6. This is really important ! The faster you can experiment, the better your results. 

## Make sure your features are normalizes

- Neural network usually work best if your input data is normalized.
1. That is, 0 mean and unit variance
2. The real goal is that every input feature is comparable in terms of magnitude

- scikit_learn's StandardScaler can do this for you
- Many data sets are normalized to begin with

In [None]:
model = Sequential() # We can build the model one layer at the time
model.add(Dense(64, activation ="relu", input_dim =20))
model.add(Dense(64, activation ="relu"))
model.add(Dense(10, activation ="softmax")) # Output layer
sgd = SGD(lr = 0.01, decay = 1e-6, momentum = 0.9, nesterov = True)
model.compile(loss = 'categorical_crossentropy', optimizer = sgd, metrics = ['accuracy'])



: 

# ReLu Activation, and Precenting Overfitting with Dropout Regularzation

## Activation Function

- Step functions don´t work with gradient descent - there is no gradient!
1. Mathematically, they have no useful derivative.

- Alternatives:
1. Logistic(Sigmoid) function
2. Hyperbolic tangent function
3. Exponentional linear unit (ELU)
4. ReLu function(Rectified Linear Unit)

- ReLu is common. Fast to compute and works well.
1. Also: "Leaky ReLu", "Noisy ReLU"
2. ELU can sometimes lead to faster learning though

## Avoid Overfitting with regularization

1. With thousands of weights to tune, overfitting is a problem
2. Early stopping (when performance starts dropping)
3. Regularization terms added to cost function during training
4. Dropout - ignore say 50% of all neurons randomly at each training step
- Woks surprisingly well
- Forces your model to spread out its learning 

# Max Pooling

Max pooling is a down-sampling technique commonly used in convolutional neural networks (CNNs) for image processing and other applications. Its primary purpose is to reduce the spatial dimensions of the input feature maps while retaining the most significant features.

- How Max Pooling Works:
Input Feature Map: Max pooling operates on a feature map generated by a convolutional layer. This feature map contains activations that represent different features detected in the input.

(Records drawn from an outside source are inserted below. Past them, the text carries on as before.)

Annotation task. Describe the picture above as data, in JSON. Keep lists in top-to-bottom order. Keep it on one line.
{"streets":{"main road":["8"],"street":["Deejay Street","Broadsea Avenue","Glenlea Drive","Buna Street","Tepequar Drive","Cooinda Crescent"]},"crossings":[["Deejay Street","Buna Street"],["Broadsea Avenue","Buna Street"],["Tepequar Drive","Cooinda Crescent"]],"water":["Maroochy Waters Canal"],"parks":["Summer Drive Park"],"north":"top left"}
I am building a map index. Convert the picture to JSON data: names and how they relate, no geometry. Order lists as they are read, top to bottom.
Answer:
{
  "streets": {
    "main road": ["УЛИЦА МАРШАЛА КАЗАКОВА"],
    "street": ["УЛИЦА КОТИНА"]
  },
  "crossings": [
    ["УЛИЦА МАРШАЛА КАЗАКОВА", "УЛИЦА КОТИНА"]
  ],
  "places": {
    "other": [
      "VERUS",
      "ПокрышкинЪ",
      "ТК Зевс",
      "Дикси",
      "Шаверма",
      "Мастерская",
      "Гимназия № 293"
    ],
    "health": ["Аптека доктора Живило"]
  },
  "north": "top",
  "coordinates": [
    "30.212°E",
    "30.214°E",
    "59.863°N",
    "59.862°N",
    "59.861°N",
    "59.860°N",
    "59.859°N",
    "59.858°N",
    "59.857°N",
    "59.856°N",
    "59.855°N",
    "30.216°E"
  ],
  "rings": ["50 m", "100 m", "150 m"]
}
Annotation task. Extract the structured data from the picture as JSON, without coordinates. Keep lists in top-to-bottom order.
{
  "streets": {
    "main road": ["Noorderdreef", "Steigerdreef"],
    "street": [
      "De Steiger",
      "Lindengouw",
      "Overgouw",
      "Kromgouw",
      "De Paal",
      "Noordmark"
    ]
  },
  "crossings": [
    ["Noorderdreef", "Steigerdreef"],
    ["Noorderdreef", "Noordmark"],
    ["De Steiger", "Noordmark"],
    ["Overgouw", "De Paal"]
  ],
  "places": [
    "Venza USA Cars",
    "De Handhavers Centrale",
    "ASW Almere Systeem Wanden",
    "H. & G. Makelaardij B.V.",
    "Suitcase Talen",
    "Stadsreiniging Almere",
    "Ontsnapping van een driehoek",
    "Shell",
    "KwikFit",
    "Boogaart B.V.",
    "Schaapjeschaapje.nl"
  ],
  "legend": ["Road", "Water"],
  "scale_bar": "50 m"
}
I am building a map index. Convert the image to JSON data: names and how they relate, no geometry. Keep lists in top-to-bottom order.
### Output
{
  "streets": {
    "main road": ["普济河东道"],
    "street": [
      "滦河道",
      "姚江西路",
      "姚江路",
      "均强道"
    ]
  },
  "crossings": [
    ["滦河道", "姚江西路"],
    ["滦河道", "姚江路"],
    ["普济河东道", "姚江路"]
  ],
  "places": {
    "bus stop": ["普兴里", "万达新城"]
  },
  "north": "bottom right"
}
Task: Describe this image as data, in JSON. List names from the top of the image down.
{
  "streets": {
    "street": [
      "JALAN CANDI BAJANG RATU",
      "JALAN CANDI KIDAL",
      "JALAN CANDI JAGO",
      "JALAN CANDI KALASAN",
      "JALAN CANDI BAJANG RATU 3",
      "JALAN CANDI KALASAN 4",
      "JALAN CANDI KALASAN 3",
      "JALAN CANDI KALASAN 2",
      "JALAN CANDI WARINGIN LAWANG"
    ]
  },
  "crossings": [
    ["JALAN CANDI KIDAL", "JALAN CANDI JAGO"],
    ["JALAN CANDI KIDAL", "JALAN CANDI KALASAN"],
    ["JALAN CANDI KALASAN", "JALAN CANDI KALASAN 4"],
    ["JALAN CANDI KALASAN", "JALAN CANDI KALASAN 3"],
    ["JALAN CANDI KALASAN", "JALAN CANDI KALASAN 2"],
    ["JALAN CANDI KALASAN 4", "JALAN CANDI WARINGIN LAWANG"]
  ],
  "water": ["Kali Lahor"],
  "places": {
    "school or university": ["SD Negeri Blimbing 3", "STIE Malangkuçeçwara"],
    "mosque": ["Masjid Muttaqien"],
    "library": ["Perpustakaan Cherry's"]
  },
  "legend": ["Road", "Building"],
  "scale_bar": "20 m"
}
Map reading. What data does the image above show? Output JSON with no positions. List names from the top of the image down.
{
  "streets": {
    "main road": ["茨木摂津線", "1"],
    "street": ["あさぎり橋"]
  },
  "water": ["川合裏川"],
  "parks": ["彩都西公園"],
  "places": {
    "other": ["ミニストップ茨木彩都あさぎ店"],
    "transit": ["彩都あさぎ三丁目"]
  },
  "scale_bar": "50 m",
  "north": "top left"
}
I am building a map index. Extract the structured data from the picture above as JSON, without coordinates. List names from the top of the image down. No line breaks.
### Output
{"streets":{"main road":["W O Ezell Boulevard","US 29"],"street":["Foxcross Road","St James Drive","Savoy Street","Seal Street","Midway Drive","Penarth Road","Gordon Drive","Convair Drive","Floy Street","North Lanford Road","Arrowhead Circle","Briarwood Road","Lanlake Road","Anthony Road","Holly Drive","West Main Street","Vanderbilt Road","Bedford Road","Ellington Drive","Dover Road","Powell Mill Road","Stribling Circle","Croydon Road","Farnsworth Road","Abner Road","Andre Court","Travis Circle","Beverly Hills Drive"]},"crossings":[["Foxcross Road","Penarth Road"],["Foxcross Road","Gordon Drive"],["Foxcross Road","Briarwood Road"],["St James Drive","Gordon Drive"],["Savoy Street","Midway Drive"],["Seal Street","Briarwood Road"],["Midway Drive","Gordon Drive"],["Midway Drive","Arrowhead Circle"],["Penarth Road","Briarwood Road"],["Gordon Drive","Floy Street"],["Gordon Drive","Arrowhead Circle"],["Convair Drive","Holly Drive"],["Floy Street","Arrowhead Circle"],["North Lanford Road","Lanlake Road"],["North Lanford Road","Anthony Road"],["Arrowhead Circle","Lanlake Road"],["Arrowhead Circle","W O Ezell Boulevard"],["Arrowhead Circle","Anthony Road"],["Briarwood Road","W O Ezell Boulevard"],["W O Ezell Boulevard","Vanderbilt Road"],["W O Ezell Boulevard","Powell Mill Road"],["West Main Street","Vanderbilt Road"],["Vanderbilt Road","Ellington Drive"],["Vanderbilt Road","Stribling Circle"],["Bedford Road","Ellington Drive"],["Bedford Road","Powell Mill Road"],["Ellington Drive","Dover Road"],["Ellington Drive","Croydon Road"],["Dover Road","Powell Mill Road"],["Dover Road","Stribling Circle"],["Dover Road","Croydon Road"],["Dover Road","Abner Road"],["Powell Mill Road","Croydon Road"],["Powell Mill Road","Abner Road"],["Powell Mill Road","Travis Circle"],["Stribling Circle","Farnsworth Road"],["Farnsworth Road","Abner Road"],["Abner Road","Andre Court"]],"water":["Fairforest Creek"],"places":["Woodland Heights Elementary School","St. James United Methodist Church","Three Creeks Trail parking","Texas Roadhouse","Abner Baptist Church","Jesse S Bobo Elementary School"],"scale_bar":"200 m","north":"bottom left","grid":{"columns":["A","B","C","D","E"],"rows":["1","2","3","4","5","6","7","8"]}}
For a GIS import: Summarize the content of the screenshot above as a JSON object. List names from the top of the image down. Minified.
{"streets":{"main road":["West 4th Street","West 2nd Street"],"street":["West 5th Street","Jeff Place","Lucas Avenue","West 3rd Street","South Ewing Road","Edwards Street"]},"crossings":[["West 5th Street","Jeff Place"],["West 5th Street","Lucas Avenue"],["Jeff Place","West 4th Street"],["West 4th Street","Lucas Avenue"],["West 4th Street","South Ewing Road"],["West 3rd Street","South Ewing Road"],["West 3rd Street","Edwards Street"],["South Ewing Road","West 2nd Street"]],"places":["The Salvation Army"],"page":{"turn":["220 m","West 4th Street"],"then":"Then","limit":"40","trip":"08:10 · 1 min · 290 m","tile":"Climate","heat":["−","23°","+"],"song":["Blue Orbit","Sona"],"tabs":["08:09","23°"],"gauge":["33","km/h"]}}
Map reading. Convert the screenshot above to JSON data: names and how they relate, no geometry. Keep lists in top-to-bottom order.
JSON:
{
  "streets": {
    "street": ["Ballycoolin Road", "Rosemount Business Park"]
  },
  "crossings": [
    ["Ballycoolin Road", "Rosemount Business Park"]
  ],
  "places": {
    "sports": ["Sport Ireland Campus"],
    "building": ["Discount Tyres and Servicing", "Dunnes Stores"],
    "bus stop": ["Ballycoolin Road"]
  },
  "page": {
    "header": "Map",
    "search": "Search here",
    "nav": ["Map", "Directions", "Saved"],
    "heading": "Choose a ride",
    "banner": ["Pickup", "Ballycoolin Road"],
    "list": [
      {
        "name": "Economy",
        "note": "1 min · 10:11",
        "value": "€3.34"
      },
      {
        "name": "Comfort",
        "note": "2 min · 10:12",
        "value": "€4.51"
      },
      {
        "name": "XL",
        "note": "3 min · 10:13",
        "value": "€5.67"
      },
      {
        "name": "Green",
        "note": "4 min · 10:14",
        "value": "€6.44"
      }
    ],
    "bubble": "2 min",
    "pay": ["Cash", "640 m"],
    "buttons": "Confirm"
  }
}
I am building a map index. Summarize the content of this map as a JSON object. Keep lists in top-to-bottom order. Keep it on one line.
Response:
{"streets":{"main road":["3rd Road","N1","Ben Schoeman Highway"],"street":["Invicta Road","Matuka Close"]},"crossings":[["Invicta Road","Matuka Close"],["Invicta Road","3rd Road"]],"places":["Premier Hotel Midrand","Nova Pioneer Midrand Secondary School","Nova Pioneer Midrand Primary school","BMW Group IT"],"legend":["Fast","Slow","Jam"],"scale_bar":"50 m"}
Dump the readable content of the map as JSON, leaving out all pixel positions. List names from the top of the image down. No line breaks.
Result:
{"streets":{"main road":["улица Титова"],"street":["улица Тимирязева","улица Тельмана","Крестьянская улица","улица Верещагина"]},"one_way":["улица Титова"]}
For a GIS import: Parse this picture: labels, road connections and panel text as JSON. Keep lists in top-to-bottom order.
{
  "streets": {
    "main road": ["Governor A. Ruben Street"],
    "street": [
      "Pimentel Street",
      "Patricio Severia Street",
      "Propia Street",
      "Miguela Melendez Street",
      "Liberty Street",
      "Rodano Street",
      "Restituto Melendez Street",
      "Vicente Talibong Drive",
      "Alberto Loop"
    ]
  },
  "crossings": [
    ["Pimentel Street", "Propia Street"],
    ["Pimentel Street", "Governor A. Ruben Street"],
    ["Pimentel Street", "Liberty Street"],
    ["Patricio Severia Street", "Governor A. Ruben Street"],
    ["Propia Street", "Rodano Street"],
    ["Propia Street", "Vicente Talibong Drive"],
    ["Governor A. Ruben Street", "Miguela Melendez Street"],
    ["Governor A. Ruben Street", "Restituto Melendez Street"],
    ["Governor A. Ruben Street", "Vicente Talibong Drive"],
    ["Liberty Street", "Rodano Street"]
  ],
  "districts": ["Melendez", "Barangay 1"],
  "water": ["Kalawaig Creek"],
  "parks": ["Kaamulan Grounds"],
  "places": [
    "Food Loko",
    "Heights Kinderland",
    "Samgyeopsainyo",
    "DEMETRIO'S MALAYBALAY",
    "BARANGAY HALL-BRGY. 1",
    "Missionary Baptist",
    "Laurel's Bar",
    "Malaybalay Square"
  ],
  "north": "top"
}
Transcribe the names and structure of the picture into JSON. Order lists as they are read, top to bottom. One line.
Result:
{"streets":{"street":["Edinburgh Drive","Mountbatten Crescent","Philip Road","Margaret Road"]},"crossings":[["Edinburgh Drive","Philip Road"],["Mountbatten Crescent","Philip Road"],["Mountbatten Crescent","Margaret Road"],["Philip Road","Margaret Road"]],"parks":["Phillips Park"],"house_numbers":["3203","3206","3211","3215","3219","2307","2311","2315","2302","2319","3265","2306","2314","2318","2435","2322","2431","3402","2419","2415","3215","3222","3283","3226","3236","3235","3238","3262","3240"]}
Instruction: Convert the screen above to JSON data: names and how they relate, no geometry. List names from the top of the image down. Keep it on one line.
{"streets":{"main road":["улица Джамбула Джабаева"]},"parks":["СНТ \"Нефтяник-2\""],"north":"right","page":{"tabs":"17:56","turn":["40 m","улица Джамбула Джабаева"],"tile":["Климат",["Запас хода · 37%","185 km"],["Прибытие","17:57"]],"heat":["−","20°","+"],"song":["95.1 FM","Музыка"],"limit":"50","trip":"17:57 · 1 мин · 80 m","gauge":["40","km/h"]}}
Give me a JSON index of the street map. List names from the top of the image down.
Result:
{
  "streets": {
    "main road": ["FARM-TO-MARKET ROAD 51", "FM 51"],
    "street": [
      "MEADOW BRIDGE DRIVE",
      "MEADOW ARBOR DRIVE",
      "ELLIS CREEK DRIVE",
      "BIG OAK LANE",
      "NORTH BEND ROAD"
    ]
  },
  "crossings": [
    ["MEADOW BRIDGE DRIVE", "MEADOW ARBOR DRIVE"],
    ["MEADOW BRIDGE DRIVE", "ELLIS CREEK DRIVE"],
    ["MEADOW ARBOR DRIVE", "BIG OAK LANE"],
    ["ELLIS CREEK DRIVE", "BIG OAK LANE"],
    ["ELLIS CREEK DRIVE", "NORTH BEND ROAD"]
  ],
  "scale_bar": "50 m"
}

- Pooling Window: A pooling window (or filter) is defined, typically of size 2x2 or 3x3. This window slides over the input feature map.

- Stride: The stride determines how far the window moves each time. A common stride value is 2, meaning the window shifts two pixels at a time.

- Operation: For each position of the pooling window, max pooling takes the maximum value within that window and outputs it to the new, down-sampled feature map.

- Output Feature Map: The result is a smaller feature map, which retains the most significant activations from the original. This helps reduce computational load and prevents overfitting.

- Benefits of Max Pooling:
Dimensionality Reduction: Reduces the number of parameters and computations in the network, making it more efficient.
Feature Retention: By selecting the maximum values, max pooling preserves the most prominent features while discarding less significant details.
Translation Invariance: Helps the model become more robust to small translations in the input, as the exact position of the features becomes less important.

## Image value definition

The value of each pixel in an image is defined based on the type of image and the color model being used. Here’s a breakdown of how pixel values are determined:

1. Color Models
Grayscale Images:
-Each pixel value represents a shade of gray, typically ranging from 0 (black) to 255 (white) in an 8-bit image. The value indicates the intensity of light; higher values correspond to lighter shades.

RGB Images:
In an RGB (Red, Green, Blue) image, each pixel is defined by three values, one for each color channel:
1. Red Channel: Intensity of red (0-255)
2. Green Channel: Intensity of green (0-255)
3. Blue Channel: Intensity of blue (0-255)
The combination of these three channels produces the final color of the pixel.
Other Color Models:

Other models, like CMYK (Cyan, Magenta, Yellow, Key/Black) for printing, or HSV (Hue, Saturation, Value), have different ways to define color, but the principle is similar.